Kırmızı olarak da aklıma gelen bir şarap 2009 Pamukkale Trio. Eşit miktarda Kalecik Karası, Syrah ve biraz da Cabernet Sauvignon sepajlarından elde edilen bu üçlü kupajın, kırmızı meyvelerin ağır bastığı dengeli bir şarap olduğunu ama reçelimsi meyveler yüzünden azıcık hantal ve bitimde biraz acımsı olduğunu hatırlıyorum. Gene de 12 TL için hiç fena değil.
Bana göre daha cazip olan Kavaklıdere’nin Gamay üzümünden yaptığı Beaujolais Nouveau tipi ‘Primeur’. Sanırım yakında piyasaya verilir. Genellikle dediğim olumlu özelliklere sahip, bir sene içinde tüketilmesi gereken bir şarap. Şu ana kadar denediklerimin içimi çok hoştu ve ben bu şarabı 80 TL ve üstü satılanların çoğuna değişmem. Kafamı zorladım ve üç şarap çıkarabildim.

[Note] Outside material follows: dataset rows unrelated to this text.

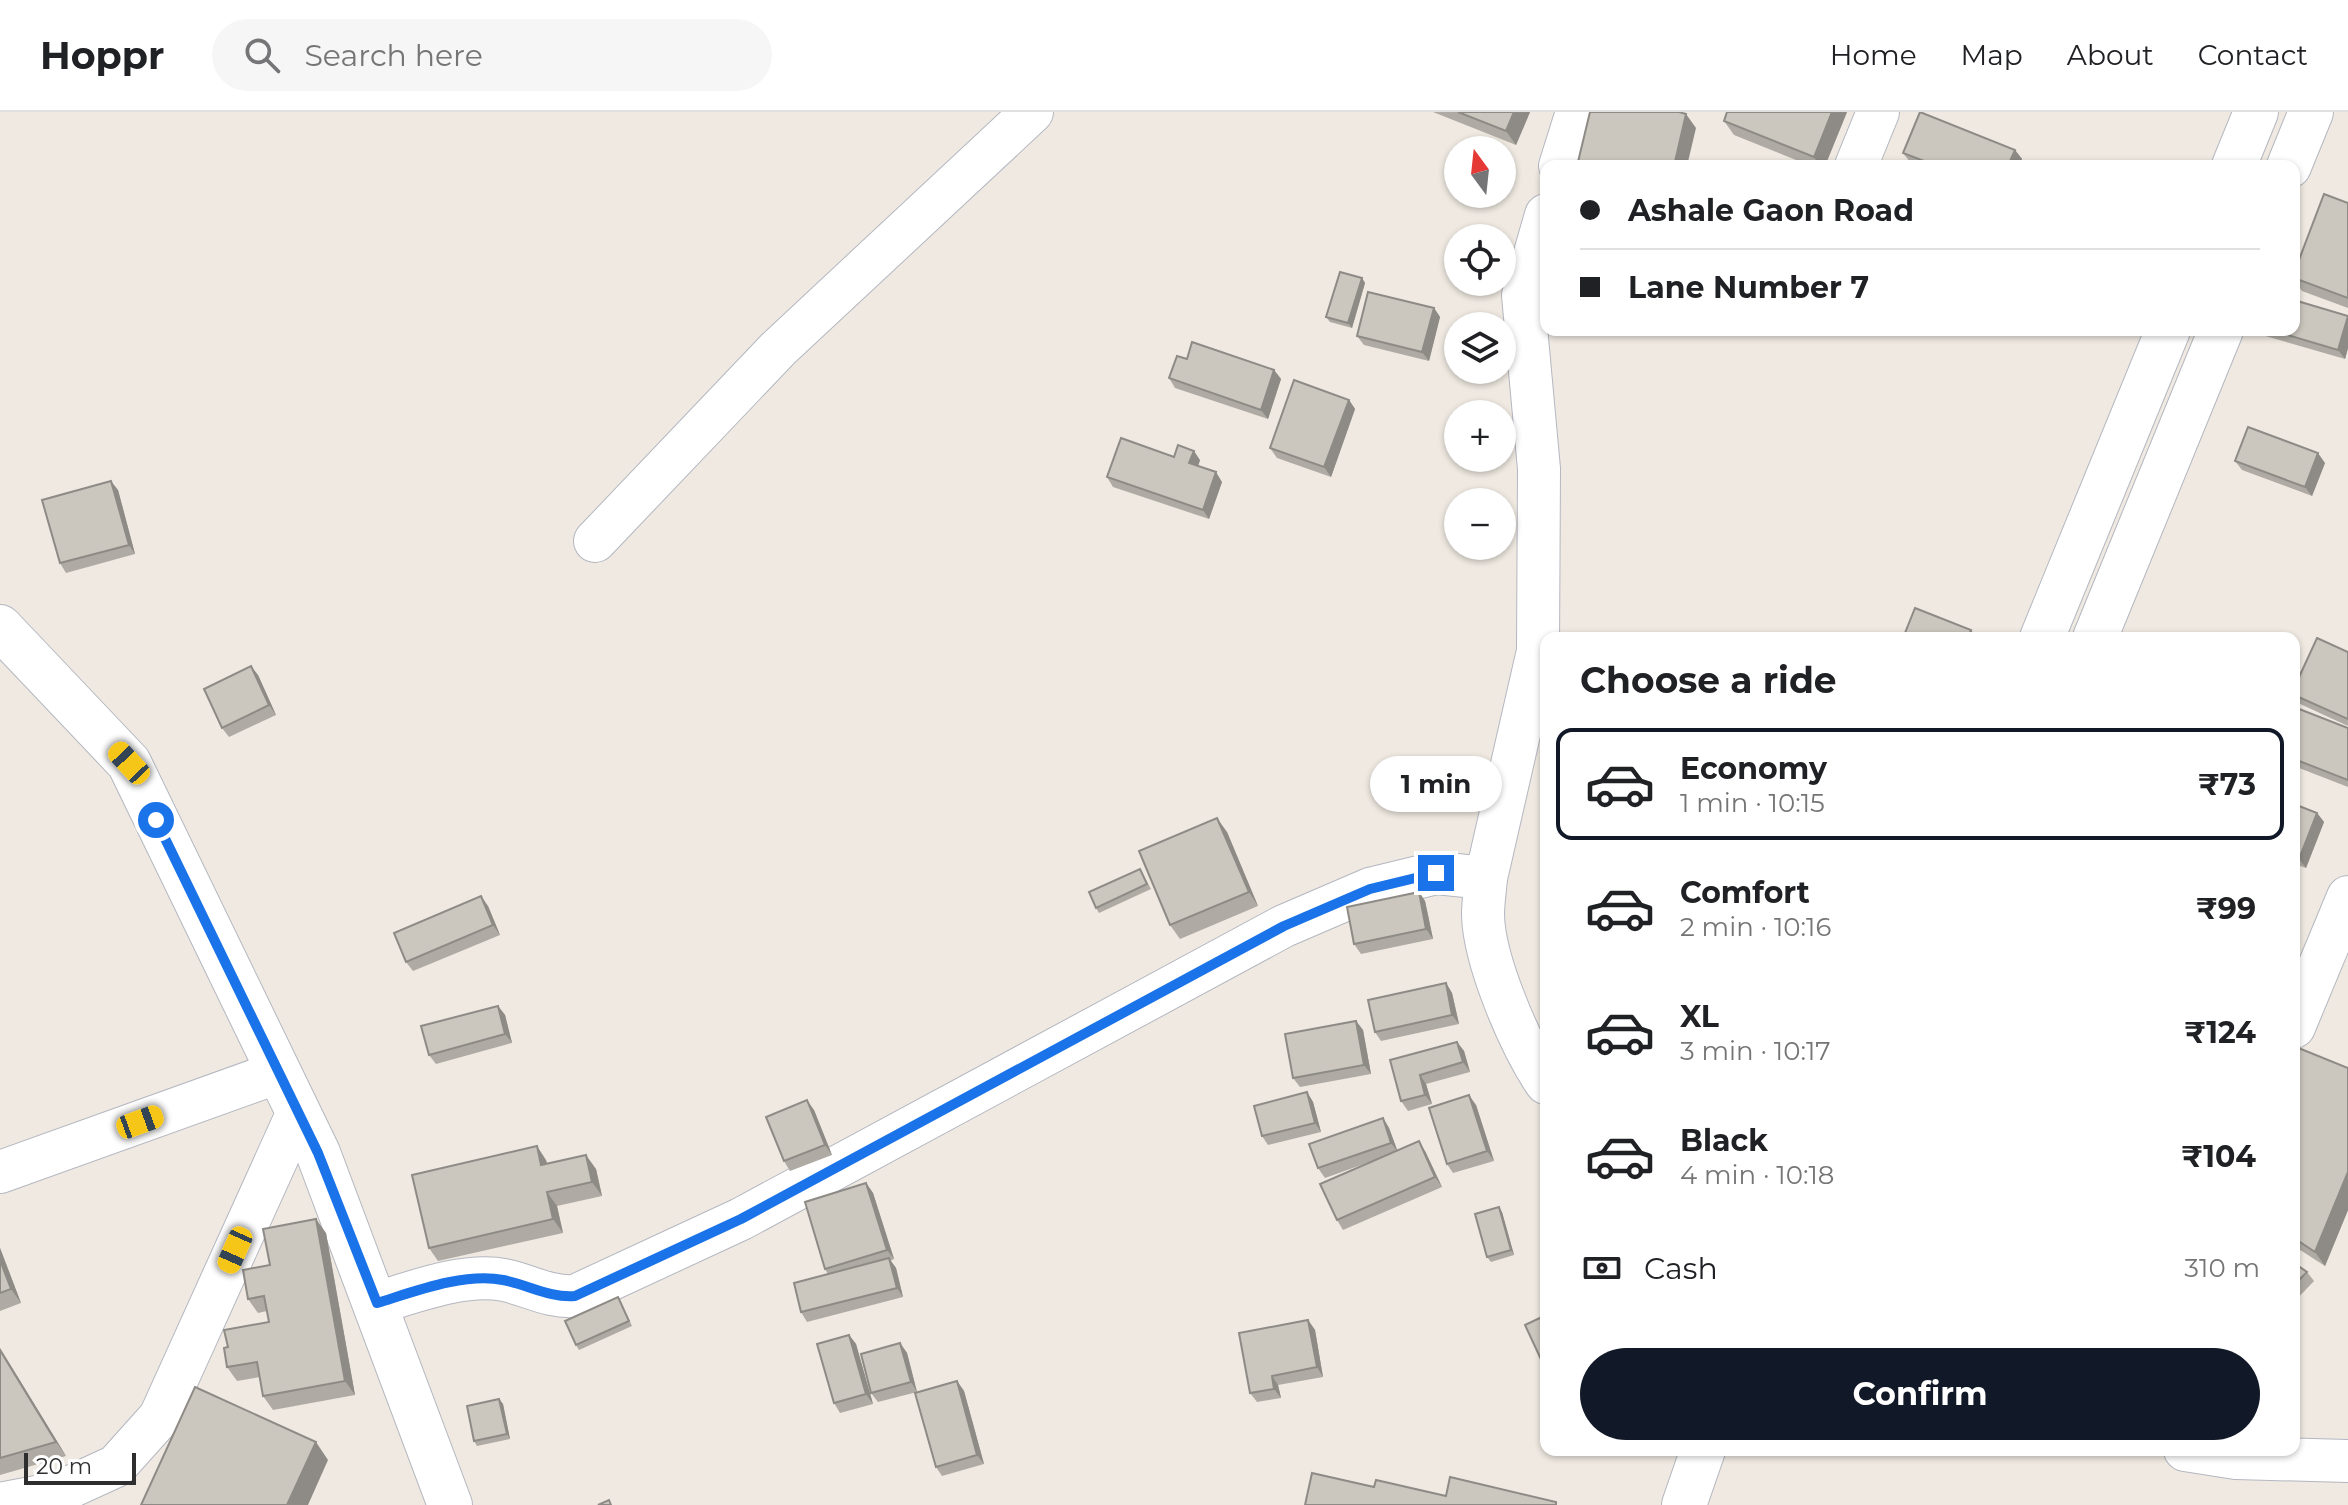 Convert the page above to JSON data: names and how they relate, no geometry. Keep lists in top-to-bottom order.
{
  "scale_bar": "20 m",
  "north": "top",
  "page": {
    "header": "Hoppr",
    "search": "Search here",
    "nav": [
      "Home",
      "Map",
      "About",
      "Contact"
    ],
    "map_buttons": ["+", "−"],
    "banner": ["Ashale Gaon Road", "Lane Number 7"],
    "heading": "Choose a ride",
    "list": [
      {
        "name": "Economy",
        "note": "1 min · 10:15",
        "value": "₹73"
      },
      {
        "name": "Comfort",
        "note": "2 min · 10:16",
        "value": "₹99"
      },
      {
        "name": "XL",
        "note": "3 min · 10:17",
        "value": "₹124"
      },
      {
        "name": "Black",
        "note": "4 min · 10:18",
        "value": "₹104"
      }
    ],
    "bubble": "1 min",
    "pay": ["Cash", "310 m"],
    "buttons": "Confirm",
    "scale": "20 m"
  }
}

Fransa, İtalya ya da İspanya deseniz rahatlıkla 5-10 bin şarap çıkar. Aradaki inanılmaz uçurum sadece teruar ve tecrübe farkı değil, biraz da mantalite farkı.
Bizim üretici genellikle işin amentüsünü kavramadan ya da başarmadan kendine çok yüksek hedefler koyuyor. Sonra da dikkati bu gerçek dışı hedeflere yoğunlaştığından piyasaya sürdüğü ‘ucuz’ şarapların kalitesi giderek düşüyor.
Hani, ad vermeyeyim, hepimizin bildiği o markalaşmış şaraplar var ya... Sizlerin de bana sohbet sırasında söylediğiniz gibi kitleselleşmiş ve çok satan bu markalarda kalitede düşüş olduğu doğru. Dikkatler pahalı şaraplarda yoğunlaştıkça daha iyi üzümler de farklı kupajlara gidiyor ve her gün içilen şaraplar giderek daha baştan savma ve üçüncü, beşinci sınıf üzümlerle yapılıyor.
Ben pazarlama uzmanı değilim ama pazarda büyük bir boşluk olduğunu düşünüyorum. Tüketici beklentileri Mersin’e doğru yola çıkarken bizim üreticilerin büyük bölümü tersine gidiyor.
Dünyada olup bitenleri izliyorum. Her yerde tüketici davranışları, özellikle de Batı ekonomilerinin resesyona girdiği ve tünelin ucunda pek az ışık göründüğü bu dönemde bizimkine benzer eğilimler gösteriyor. Bakalım bizdeki üreticiler bu durumun ne zaman farkına varacak ve bu boşluğu doldurmaya ne zaman başlayacak? Kısacası ilk kim ya da kimler 20 TL civarı kaliteli şarap üretecek? Ya da bu boşluğu ithal şaraplar mı dolduracak? Bekleyip göreceğiz.